Ambassador Kennedy is extraordinarily well-positioned to influence the discussions in both Canberra and Washington and will be a trusted advocate for the US and a trusted adviser to Australia.

Ambassador Kennedy has already served in Tokyo, where she distinguished herself in the difficult and sometimes Byzantine world of Japanese politics, while reinforcing the strength of the US-Japan relationship. The Japanese government recognised the value of her service, and she was decorated with the historic Grand Cordon of the Order of the Rising Sun.

But equally, ambassador Kennedy has the judgment which was evident in both her father and her uncle, senator Robert F. Kennedy. She distils politics into an essence and then makes decisive interventions. She did this in both 2008 and 2020 during the Democratic primaries for the presidency. On both occasions, she endorsed the eventual winner in senator Barack Obama and vice-president Joe Biden. Both endorsements were contrary to the conventional wisdom as to who the nominee ought to be. The ambassador demonstrated that she has the hard-headed realism of Boston Democrats in her bloodstream.

The Australia-US relationship is evolving and deepening. ANZUS remains the touchstone of reference, but the relationship between the two countries, especially our militaries, grows closer all the time in the wake of the instability in the Indo-Pacific being engendered by dictatorial adversaries.

AUKUS is at the threshold of co-operation across the board in technology and capability. Much needs to be done to bring certainty to its potential and meaningful accretion to its capabilities.

Ambassador Kennedy is extraordinarily well-positioned to influence the discussions in both Canberra and Washington and will be a trusted advocate for the US and a trusted adviser to Australia.

The South Pacific looms large in the challenges for both Australia and the US, where ambassador Kennedy’s father, JFK, has a spectral presence.

In 1994, I was leading an Australian parliamentary delegation to Bougainville to assist with finding ways out of the impasse between the government of Papua New Guinea and the secessionist movement styled as the Bougainville Revolutionary Army. We were on a small island named Buka in the Solomons, just off the island of Bougainville.

It was a mission that was met with success in that at least the fighting gave way to negotiation. But there was an intriguing feature about the guesthouse in which the Australian MPs and their advisers were staying.

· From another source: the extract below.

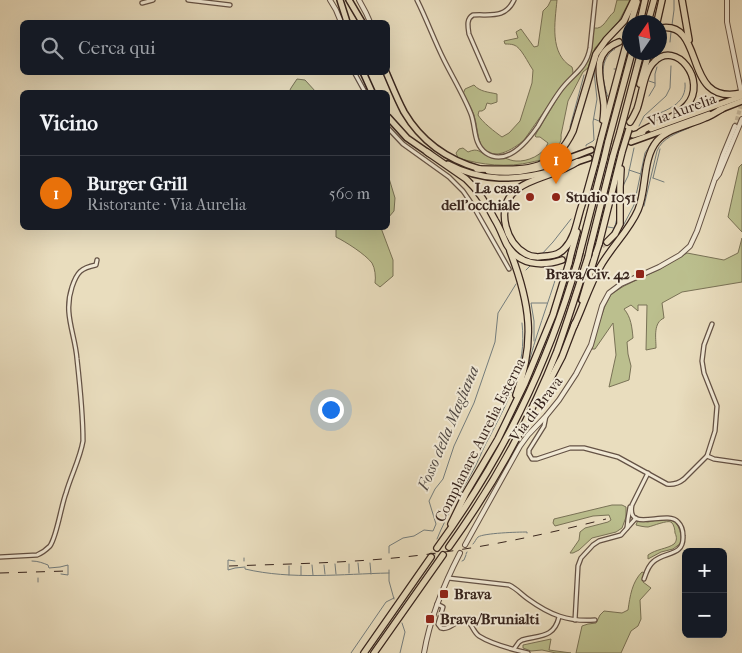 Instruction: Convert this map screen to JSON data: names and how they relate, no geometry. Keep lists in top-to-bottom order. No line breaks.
{"streets":{"highway":["Via Aurelia","Complanare Aurelia Esterna"],"street":["Via di Brava"]},"water":["Fosso della Magliana"],"places":{"other":["La casa dell'occhiale","Studio 1051"],"transit":["Brava/Civ. 42","Brava","Brava/Brunialti"]},"north":"top","page":{"search":"Cerca qui","heading":"Vicino","pins":"1","list":[{"mark":"1","name":"Burger Grill","note":"Ristorante · Via Aurelia","value":"560 m"}],"map_buttons":["+","−"]}} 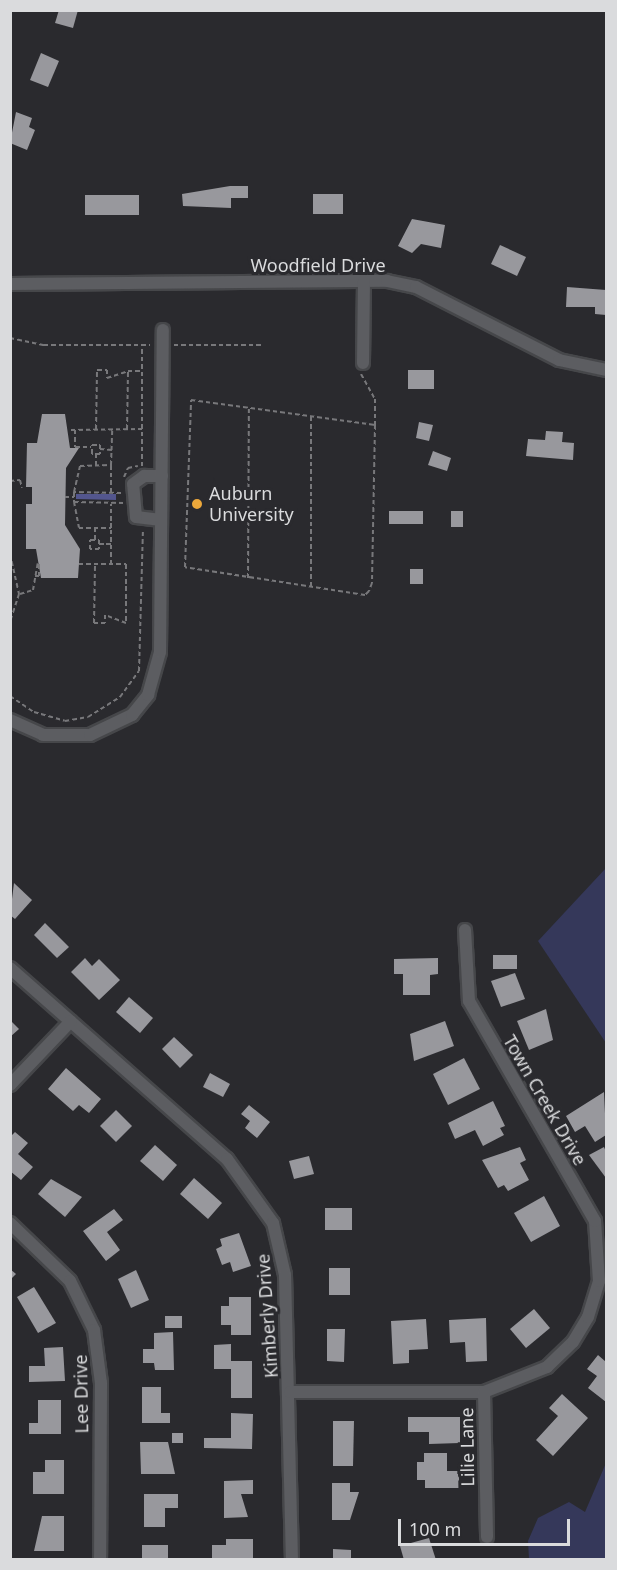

In the common room there were wartime photographs around the wall. One of these featured a very youthful, smiling Lieutenant (J.G.) Jack Kennedy on the PT-109. Kennedy gave yeoman service in the South Pacific during World War II, serving with Australian allies. In August 1943, famously, his Patrol Torpedo boat, while on night-time picket duty, was cut in half by the Japanese destroyer Amagiri during the Battle for New Georgia. The young commander displayed great bravery in making certain that all members of his crew who survived the collision were saved.

A member of the Harvard swim team, Kennedy struck out into the islands near where his boat had gone down. Eventually reaching Naru, the young Kennedy sought assistance and rescue finally arrived. The coconut upon which JFK carved an SOS message came to rest on the “Resolute” Desk in the Oval Office during his presidency.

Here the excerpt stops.